The kits begin to eat food other than milk at 3-4 weeks. They will start by eating small amounts of hay. If you provide some, then they may also eat other foods you provide (like fresh vegetables).
Over time, the kit will drink less and less milk and eat more and more food. Between 8 and 12 weeks, the kit will wean entirely off milk and only eat ‘adult’ food.
The other factor to consider is behavioral. Chinchillas are social animals, and model their behavior on their parents. As such, separating kits from mothers too soon can lead to behavioral problems like aggression.
How to Separate Baby Chinchillas from Mother
The process of separating chinchilla kits from their parents is an easy one to understand. All you do is place them in a separate cage or cages. The cage should be outfitted with everything that a chinchilla needs.
If there are multiple kits, don’t put males and females together in the same cage. This can result in inbreeding. However, housing female offspring with their sisters or male offspring with their brothers is fine.
Don’t put the father with its offspring of the opposite sex. Chinchilla males will mate with any female, so this too can result in inbreeding.

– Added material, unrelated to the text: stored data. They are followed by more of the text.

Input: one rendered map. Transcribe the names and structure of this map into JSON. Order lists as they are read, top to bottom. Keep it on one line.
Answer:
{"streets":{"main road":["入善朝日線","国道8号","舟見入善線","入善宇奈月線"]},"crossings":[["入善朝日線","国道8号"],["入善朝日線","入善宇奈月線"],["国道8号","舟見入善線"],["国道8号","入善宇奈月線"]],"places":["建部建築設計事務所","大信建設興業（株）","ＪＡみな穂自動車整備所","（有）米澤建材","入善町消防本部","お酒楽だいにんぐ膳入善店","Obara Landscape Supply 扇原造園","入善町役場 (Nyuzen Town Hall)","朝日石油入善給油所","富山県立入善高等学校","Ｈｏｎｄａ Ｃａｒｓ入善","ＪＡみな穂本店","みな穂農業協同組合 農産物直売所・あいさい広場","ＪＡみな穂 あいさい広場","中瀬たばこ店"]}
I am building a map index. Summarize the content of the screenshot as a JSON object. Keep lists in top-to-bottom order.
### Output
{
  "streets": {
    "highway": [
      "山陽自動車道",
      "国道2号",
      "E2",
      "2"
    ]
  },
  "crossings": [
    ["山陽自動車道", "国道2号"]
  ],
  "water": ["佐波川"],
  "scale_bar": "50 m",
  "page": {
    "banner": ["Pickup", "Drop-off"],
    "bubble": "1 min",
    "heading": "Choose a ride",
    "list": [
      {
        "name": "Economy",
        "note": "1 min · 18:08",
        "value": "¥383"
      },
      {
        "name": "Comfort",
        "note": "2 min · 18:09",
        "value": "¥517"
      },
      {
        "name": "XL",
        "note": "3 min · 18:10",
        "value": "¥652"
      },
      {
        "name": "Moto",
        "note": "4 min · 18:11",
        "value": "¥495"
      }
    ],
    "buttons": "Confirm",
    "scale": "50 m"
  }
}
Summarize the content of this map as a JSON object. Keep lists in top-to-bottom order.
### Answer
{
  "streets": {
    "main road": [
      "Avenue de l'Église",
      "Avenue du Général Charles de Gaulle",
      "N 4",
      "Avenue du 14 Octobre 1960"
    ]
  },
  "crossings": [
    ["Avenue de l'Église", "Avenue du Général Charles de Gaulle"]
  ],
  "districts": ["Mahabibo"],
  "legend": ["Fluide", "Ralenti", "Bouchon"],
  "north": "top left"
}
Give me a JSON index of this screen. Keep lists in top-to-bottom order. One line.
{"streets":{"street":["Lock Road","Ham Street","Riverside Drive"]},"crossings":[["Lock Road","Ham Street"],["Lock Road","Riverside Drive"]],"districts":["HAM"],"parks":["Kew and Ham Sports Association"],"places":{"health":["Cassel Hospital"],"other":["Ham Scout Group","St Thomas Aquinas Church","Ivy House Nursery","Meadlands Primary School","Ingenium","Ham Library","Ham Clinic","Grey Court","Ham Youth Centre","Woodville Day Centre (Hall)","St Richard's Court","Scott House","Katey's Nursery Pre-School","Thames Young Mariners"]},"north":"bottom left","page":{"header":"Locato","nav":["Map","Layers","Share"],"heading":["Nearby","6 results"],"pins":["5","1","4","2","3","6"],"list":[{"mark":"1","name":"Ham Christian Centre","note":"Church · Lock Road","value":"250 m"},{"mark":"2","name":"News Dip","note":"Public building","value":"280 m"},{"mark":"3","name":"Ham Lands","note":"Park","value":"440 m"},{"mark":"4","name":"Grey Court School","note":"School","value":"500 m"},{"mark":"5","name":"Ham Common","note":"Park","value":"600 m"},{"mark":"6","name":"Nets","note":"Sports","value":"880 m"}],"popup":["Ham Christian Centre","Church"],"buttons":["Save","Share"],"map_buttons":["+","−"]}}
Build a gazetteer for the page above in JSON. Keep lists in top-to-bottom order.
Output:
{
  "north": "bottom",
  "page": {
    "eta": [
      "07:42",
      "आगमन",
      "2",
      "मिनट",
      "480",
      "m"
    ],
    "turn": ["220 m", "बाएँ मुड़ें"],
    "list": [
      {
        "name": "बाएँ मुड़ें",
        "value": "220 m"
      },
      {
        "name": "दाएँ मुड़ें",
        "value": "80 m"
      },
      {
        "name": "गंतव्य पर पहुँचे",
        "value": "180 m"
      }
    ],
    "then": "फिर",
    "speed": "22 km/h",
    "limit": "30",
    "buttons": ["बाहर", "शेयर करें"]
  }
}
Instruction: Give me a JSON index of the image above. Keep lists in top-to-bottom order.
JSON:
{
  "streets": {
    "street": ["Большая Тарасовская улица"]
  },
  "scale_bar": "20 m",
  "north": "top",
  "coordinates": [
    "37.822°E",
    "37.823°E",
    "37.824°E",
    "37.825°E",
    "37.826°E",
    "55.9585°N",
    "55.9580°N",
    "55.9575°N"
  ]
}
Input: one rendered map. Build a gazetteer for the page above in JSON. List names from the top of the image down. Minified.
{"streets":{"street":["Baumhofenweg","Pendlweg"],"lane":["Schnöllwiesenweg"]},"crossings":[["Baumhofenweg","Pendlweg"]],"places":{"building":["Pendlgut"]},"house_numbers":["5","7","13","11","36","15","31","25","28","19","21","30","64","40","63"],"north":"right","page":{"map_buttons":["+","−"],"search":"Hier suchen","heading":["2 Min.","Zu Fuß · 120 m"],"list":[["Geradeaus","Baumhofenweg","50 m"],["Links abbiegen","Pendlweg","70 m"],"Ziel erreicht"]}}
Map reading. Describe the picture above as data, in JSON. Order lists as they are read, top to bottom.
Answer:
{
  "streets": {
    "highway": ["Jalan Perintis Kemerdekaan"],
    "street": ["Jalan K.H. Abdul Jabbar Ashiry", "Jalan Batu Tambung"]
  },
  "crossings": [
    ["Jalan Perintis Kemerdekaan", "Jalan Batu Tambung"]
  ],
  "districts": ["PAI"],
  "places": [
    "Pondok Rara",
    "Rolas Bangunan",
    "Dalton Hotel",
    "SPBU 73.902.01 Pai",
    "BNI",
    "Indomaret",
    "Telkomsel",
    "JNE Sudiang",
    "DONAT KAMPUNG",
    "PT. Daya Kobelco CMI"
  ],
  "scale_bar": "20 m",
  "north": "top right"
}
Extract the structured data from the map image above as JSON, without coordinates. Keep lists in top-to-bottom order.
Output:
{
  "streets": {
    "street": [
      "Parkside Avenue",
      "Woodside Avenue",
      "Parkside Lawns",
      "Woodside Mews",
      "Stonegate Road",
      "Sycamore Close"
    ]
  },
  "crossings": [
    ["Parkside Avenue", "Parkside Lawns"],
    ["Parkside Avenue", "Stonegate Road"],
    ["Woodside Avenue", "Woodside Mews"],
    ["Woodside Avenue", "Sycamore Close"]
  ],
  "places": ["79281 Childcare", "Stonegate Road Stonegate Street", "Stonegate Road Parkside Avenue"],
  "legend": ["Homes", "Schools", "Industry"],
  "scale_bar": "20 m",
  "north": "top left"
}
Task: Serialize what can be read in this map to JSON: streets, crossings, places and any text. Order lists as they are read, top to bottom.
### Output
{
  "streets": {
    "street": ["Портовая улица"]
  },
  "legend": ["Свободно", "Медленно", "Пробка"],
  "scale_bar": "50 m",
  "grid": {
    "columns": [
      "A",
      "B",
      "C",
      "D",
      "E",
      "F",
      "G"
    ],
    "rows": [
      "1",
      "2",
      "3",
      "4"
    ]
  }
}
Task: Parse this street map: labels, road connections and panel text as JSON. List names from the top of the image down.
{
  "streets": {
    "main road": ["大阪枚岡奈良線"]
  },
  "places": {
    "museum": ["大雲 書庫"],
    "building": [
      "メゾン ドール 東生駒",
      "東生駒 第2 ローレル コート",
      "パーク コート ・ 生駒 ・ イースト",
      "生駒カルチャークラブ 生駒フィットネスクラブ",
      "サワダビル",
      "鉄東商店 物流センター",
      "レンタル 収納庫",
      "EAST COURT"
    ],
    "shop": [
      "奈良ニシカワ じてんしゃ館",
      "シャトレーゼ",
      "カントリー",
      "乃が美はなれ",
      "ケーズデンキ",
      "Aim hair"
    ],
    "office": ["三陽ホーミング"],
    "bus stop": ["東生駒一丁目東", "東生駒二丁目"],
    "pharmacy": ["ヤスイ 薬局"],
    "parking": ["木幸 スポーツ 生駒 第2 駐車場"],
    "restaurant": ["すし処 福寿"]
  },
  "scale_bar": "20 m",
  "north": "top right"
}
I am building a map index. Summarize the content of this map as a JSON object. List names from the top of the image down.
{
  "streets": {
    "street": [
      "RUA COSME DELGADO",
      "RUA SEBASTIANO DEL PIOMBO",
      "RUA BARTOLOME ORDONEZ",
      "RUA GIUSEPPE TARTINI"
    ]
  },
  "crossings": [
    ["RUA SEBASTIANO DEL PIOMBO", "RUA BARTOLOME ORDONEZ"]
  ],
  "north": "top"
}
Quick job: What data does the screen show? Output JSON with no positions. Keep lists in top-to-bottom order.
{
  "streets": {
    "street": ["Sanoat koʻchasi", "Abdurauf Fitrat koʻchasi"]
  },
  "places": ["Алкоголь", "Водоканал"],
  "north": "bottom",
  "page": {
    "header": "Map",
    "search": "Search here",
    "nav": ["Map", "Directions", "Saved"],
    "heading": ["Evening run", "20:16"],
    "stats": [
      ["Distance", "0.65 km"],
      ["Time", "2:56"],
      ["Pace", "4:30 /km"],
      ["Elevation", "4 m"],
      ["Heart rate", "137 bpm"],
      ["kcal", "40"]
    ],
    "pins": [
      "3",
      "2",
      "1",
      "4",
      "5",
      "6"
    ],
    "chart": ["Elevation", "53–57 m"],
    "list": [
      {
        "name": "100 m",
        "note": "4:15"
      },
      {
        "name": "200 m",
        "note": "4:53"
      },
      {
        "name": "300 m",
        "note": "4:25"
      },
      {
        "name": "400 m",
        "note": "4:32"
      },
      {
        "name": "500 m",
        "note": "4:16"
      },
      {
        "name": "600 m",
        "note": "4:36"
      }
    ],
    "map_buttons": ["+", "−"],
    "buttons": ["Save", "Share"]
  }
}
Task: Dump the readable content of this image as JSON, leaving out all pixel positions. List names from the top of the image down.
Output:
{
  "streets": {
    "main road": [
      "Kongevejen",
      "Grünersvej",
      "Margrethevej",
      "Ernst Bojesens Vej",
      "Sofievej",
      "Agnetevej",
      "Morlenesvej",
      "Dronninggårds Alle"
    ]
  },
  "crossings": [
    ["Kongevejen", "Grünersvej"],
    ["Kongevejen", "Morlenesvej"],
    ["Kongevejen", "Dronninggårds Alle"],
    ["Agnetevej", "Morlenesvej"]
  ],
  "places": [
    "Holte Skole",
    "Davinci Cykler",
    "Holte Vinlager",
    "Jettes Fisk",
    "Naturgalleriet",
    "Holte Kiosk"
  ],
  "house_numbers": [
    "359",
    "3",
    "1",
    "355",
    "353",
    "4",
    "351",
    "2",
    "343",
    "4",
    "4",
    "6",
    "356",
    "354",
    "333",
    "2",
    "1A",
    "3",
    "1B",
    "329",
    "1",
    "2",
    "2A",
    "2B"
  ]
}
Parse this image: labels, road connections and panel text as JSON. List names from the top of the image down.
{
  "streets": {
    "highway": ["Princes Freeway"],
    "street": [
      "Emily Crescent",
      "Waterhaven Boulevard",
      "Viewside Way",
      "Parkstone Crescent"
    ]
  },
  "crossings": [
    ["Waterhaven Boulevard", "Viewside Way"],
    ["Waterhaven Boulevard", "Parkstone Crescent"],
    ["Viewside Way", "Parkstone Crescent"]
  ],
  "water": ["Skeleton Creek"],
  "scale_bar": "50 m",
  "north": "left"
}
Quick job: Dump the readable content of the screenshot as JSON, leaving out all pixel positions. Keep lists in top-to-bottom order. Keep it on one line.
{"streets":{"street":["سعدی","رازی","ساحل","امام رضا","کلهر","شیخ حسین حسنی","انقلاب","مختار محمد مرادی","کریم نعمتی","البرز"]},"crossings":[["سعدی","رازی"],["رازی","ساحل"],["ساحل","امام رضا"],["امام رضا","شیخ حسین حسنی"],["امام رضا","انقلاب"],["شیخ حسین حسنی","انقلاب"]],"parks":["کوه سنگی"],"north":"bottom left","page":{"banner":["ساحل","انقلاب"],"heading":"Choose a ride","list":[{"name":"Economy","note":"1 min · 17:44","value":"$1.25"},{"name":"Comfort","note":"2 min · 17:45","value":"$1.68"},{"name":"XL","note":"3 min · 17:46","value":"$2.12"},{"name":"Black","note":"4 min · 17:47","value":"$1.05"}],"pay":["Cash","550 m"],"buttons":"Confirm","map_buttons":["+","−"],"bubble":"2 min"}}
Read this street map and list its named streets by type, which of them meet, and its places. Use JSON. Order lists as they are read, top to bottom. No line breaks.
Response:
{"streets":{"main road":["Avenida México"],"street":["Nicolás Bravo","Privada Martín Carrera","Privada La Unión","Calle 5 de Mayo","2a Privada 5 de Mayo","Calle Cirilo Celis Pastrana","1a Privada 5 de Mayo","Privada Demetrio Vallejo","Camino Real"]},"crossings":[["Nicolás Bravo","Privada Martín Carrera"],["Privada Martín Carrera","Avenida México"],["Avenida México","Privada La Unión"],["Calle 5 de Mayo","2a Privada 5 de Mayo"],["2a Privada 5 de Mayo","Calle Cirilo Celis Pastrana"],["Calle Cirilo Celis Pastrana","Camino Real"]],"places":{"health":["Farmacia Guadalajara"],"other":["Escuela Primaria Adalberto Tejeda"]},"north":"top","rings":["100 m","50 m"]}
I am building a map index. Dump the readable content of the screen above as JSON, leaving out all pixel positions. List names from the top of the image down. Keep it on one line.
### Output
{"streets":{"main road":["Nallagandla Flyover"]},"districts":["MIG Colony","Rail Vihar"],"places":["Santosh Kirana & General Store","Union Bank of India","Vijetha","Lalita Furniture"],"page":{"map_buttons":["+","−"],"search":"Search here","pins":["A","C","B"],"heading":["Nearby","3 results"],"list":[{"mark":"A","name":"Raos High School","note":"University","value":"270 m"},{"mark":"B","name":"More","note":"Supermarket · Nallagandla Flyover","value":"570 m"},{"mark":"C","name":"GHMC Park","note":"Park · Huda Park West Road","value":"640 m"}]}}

Do Chinchillas Calm Down with Age?
When chinchillas are young, they are highly active. When they are fully grown at 8 months, chinchilla kits should have calmed down. This process continues when the chinchilla eventually reaches old age, at which point it will become even less active.
This can be a problem for owners, as restless chinchillas can make more noise, and also are more difficult to handle. Some of this energy can be directed into play, e.g. by providing your suitably-grown kits with platforms to jump from, or a pen to run around in.
Aside from these points, all good care guidelines apply, e.g. cage placement, temperature and humidity monitoring, gentle handling and so on. Treat your chinchilla kits well and they will reward you by developing into healthy adults.
*Note: Metric grams are used by the breeding community as they are more precise and easier to convert than ounces.